◆ **What is expected**
Any images in the records should be skipped; transcribe the rest exactly.

^^^^^^^^

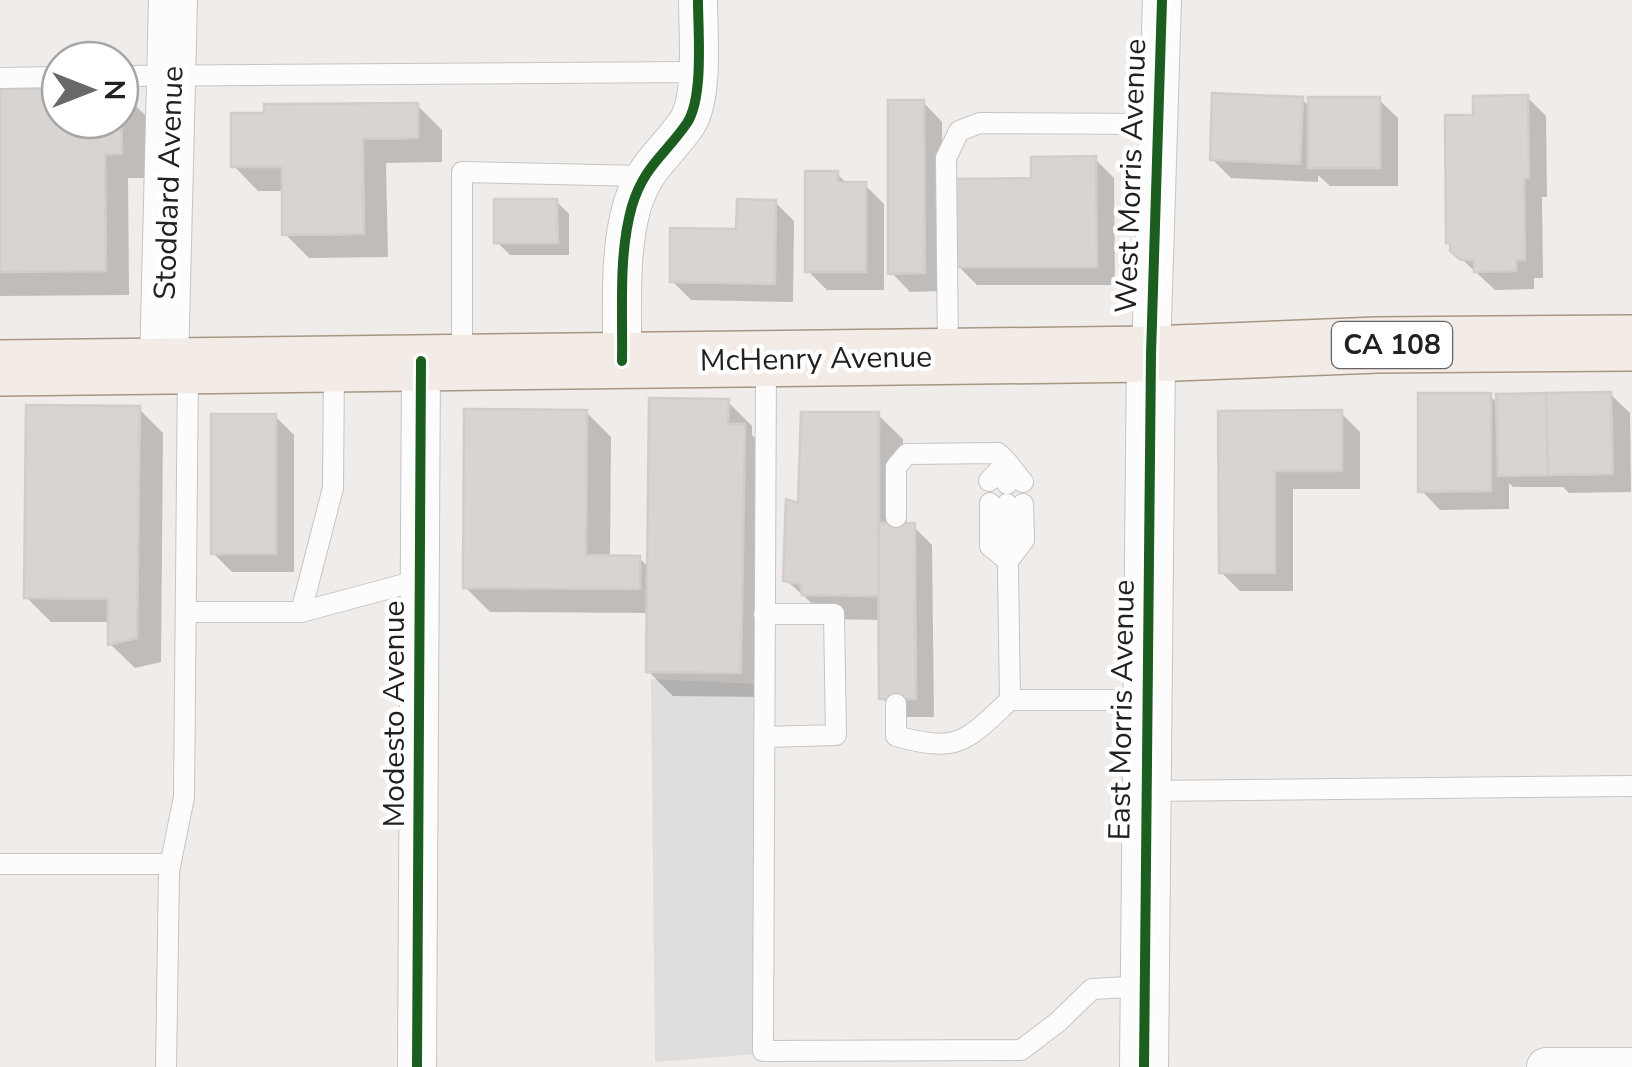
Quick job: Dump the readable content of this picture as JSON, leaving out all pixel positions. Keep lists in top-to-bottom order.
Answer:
{
  "streets": {
    "main road": ["CA 108", "McHenry Avenue"],
    "street": [
      "West Morris Avenue",
      "Stoddard Avenue",
      "East Morris Avenue",
      "Modesto Avenue"
    ]
  },
  "crossings": [
    ["West Morris Avenue", "McHenry Avenue"],
    ["West Morris Avenue", "East Morris Avenue"],
    ["Stoddard Avenue", "McHenry Avenue"],
    ["McHenry Avenue", "East Morris Avenue"],
    ["McHenry Avenue", "Modesto Avenue"]
  ],
  "north": "right"
}
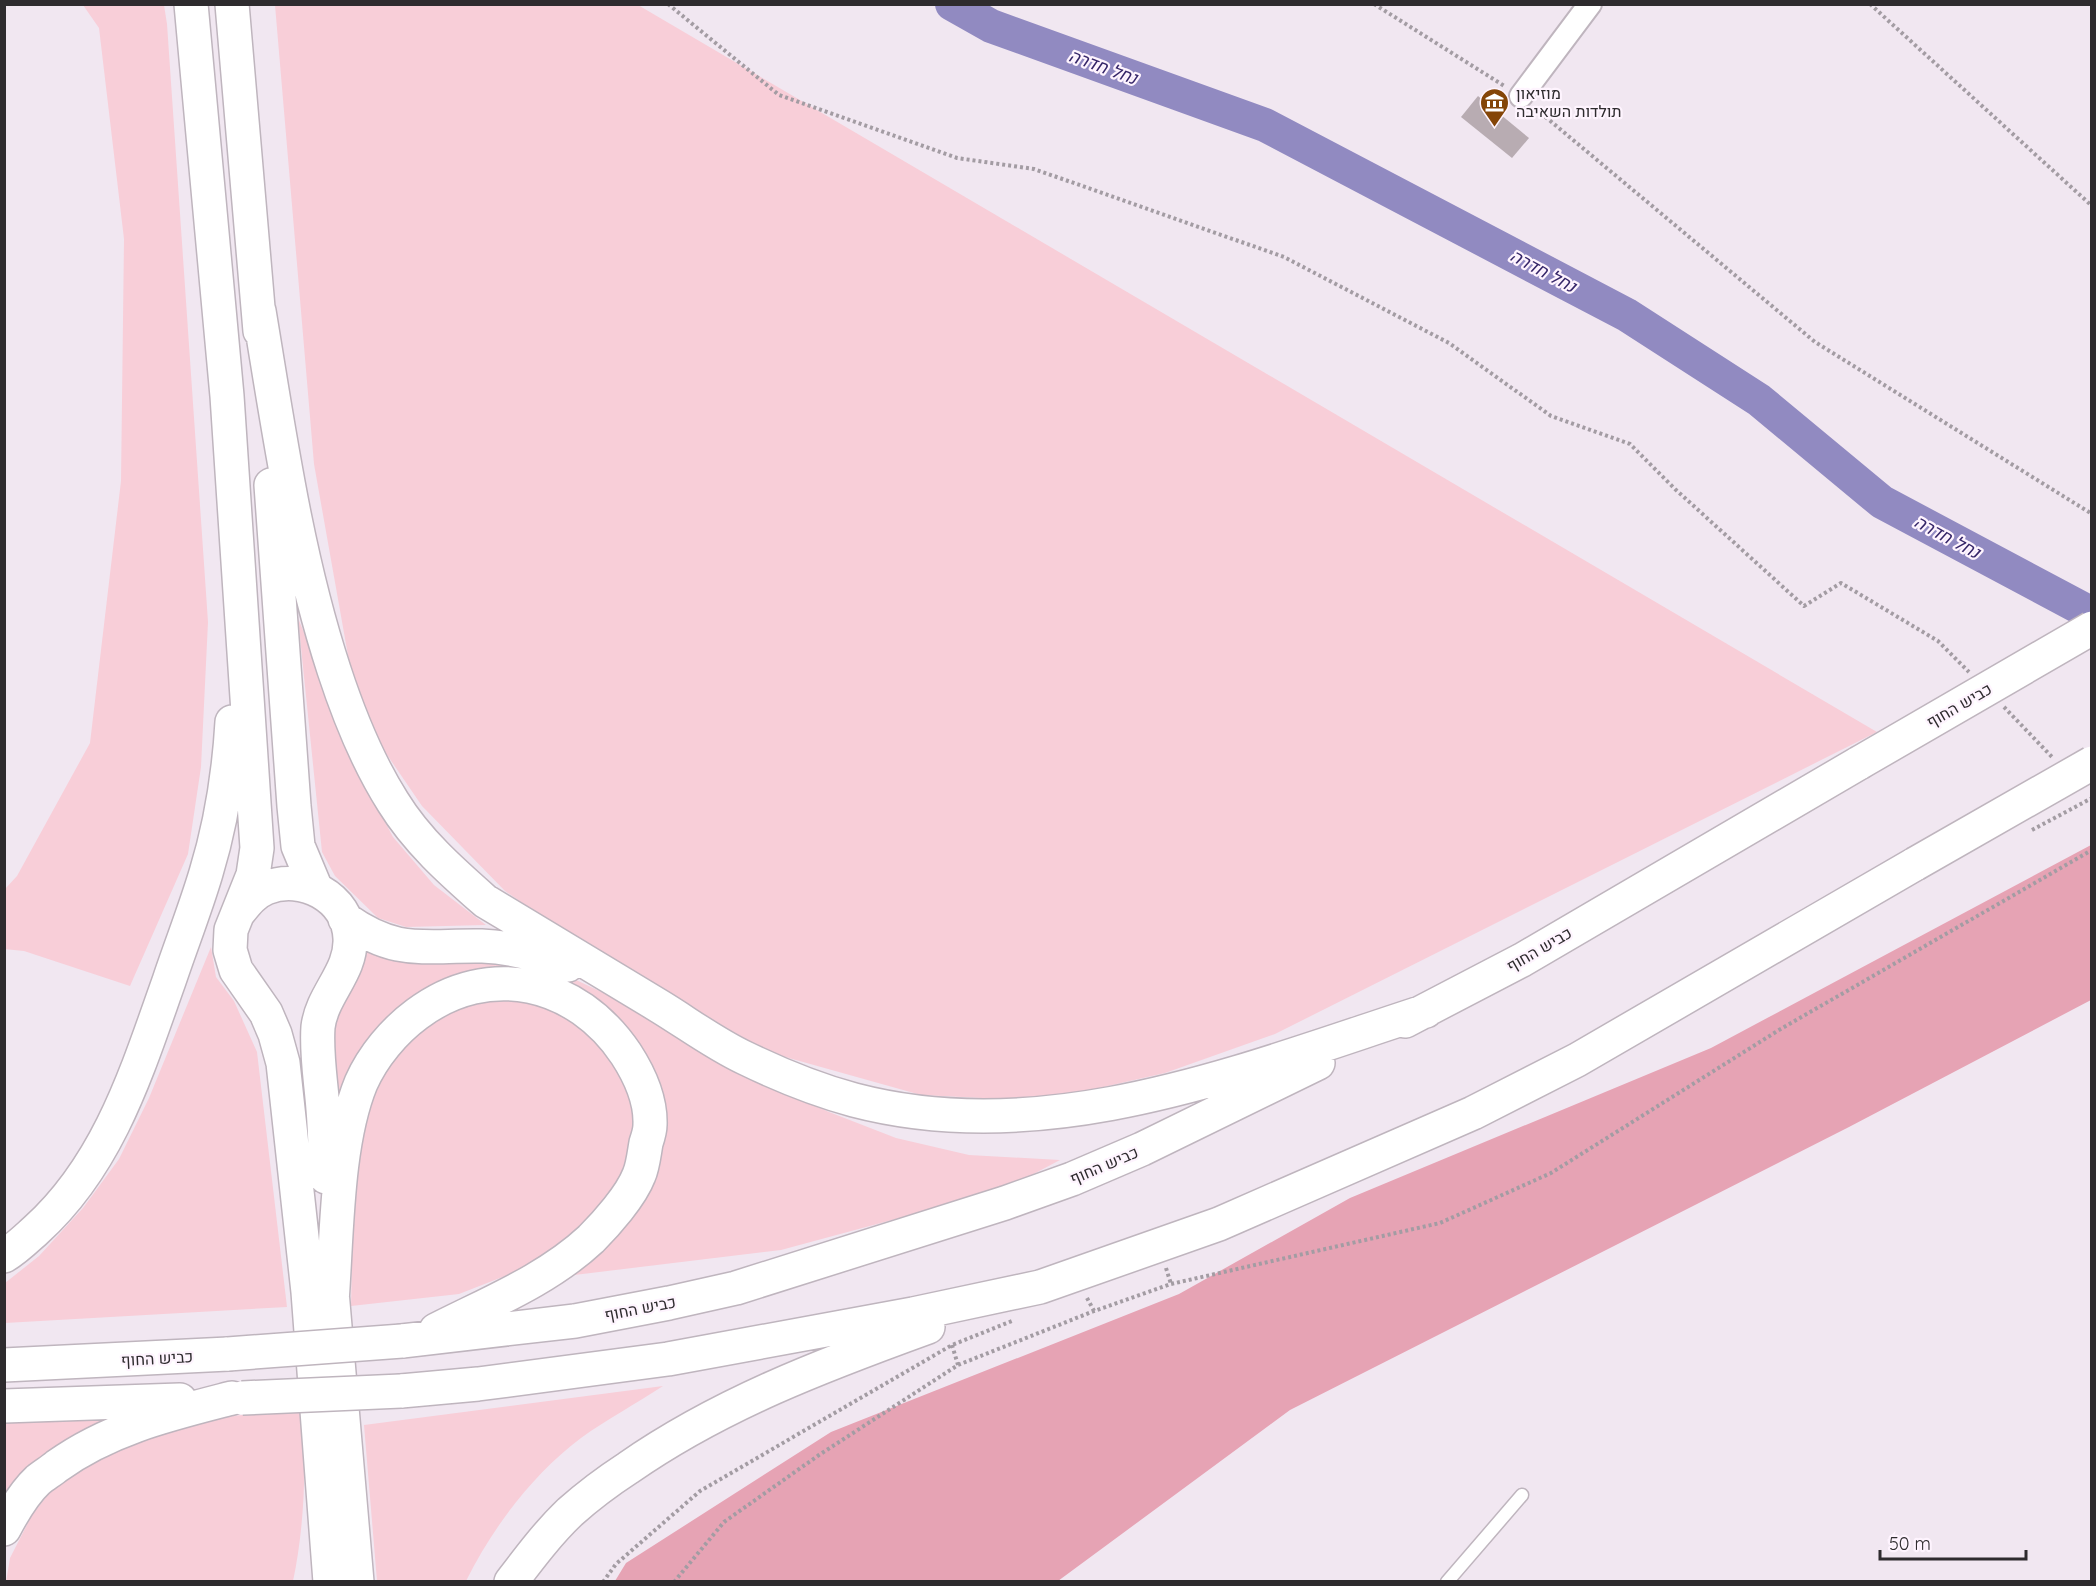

^^^^^^^^

◆ **Answer box**
Quick job: Dump the readable content of this picture as JSON, leaving out all pixel positions. Keep lists in top-to-bottom order.
Answer:
{
  "streets": {
    "main road": ["CA 108", "McHenry Avenue"],
    "street": [
      "West Morris Avenue",
      "Stoddard Avenue",
      "East Morris Avenue",
      "Modesto Avenue"
    ]
  },
  "crossings": [
    ["West Morris Avenue", "McHenry Avenue"],
    ["West Morris Avenue", "East Morris Avenue"],
    ["Stoddard Avenue", "McHenry Avenue"],
    ["McHenry Avenue", "East Morris Avenue"],
    ["McHenry Avenue", "Modesto Avenue"]
  ],
  "north": "right"
}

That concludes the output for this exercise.